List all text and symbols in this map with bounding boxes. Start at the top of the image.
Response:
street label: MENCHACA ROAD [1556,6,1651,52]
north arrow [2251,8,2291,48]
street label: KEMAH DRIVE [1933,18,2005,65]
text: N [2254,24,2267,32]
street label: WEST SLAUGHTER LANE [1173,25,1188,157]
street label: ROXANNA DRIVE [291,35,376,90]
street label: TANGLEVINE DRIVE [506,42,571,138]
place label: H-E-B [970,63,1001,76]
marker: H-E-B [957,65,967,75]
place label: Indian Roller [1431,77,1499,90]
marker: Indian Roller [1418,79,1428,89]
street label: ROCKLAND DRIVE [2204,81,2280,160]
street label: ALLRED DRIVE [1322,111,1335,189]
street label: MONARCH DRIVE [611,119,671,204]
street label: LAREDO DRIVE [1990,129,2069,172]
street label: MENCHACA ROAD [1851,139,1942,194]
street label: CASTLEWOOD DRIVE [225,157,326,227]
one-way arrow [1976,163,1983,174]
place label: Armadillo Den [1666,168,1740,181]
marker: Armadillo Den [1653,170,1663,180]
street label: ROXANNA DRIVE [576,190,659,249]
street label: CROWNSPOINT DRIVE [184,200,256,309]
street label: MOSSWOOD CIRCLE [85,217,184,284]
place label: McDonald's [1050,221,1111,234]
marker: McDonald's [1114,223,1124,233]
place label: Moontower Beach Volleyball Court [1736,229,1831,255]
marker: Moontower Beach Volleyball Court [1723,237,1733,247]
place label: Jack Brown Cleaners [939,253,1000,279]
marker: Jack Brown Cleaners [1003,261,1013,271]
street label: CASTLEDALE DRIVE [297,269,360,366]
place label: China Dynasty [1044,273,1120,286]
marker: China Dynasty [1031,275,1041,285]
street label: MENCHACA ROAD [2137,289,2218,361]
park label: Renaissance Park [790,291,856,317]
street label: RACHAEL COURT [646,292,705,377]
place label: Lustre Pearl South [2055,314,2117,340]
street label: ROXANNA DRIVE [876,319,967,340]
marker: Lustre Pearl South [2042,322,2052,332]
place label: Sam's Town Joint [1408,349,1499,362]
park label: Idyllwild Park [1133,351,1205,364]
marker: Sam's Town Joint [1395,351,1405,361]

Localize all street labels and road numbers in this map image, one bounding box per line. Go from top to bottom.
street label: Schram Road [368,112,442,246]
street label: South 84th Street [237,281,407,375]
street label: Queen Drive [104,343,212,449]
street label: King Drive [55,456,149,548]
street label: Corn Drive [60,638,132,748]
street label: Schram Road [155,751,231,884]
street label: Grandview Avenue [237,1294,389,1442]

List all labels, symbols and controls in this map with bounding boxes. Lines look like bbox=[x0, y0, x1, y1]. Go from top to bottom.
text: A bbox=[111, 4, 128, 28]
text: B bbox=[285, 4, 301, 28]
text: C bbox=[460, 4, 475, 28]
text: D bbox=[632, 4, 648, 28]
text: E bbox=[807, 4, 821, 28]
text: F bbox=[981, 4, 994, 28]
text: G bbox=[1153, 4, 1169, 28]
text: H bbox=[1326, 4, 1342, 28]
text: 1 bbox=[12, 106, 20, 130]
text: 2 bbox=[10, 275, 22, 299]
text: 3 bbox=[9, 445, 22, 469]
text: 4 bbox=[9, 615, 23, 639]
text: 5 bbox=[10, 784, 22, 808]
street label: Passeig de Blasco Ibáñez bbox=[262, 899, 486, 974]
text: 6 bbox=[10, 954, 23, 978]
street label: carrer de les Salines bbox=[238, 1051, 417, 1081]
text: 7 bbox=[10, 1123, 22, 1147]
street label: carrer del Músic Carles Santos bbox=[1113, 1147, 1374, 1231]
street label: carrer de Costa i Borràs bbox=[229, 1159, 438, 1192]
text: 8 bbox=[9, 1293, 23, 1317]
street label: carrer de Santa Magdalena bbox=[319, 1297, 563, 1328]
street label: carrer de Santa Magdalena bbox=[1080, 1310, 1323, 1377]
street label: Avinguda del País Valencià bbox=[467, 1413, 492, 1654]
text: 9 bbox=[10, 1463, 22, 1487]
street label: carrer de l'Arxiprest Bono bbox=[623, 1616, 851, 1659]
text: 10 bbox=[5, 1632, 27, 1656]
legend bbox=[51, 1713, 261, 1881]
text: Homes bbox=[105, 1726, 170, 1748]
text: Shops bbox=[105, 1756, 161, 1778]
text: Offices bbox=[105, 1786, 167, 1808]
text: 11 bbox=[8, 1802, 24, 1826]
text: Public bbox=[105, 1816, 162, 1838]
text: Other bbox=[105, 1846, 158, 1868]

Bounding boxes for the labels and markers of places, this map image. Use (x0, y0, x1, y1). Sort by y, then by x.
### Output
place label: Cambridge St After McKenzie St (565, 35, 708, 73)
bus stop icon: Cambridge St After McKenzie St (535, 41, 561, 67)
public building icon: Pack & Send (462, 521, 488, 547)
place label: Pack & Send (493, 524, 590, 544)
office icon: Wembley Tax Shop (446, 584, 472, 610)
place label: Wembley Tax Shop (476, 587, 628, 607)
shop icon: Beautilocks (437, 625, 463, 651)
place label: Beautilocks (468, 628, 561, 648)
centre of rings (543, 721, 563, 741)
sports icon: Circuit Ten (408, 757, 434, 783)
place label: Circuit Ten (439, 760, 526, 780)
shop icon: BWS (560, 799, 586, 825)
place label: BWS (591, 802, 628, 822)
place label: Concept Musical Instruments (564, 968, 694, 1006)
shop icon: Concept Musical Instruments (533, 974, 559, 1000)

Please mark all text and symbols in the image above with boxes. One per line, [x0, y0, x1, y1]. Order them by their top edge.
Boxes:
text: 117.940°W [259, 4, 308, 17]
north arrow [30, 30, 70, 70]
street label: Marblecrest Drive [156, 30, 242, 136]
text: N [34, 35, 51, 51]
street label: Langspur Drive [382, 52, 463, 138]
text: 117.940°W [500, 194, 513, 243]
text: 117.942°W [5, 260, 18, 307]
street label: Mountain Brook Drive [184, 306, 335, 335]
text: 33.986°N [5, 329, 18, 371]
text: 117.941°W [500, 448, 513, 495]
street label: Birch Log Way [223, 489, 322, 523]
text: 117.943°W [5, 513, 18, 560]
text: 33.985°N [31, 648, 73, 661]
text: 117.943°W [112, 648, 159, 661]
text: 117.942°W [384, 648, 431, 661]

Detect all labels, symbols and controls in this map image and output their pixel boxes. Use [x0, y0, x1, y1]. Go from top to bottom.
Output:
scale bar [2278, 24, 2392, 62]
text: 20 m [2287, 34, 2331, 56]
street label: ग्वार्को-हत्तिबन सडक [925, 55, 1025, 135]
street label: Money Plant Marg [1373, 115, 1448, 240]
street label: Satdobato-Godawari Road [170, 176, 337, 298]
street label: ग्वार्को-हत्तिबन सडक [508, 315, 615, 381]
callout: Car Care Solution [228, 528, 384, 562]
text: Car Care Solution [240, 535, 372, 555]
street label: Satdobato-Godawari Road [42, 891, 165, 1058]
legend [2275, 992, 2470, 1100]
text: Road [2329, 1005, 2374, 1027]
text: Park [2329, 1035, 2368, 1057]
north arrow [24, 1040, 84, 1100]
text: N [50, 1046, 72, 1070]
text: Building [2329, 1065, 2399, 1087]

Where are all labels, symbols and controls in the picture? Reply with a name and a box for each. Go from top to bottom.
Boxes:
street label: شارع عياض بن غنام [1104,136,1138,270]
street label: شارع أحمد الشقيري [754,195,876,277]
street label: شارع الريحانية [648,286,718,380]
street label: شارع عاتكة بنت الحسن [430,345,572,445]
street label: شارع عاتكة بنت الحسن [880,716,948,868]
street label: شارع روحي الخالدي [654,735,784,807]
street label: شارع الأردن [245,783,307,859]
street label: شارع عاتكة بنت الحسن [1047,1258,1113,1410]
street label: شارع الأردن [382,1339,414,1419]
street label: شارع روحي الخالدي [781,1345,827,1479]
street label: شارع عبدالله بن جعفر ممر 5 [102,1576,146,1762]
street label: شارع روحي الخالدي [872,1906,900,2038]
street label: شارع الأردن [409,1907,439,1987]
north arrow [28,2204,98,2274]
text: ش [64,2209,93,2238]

§ **Your objective**:
Please return a copy of each line in the entries that has the string "الحسن".

§ **Solution**:
street label: شارع عاتكة بنت الحسن [430,345,572,445]
street label: شارع عاتكة بنت الحسن [880,716,948,868]
street label: شارع عاتكة بنت الحسن [1047,1258,1113,1410]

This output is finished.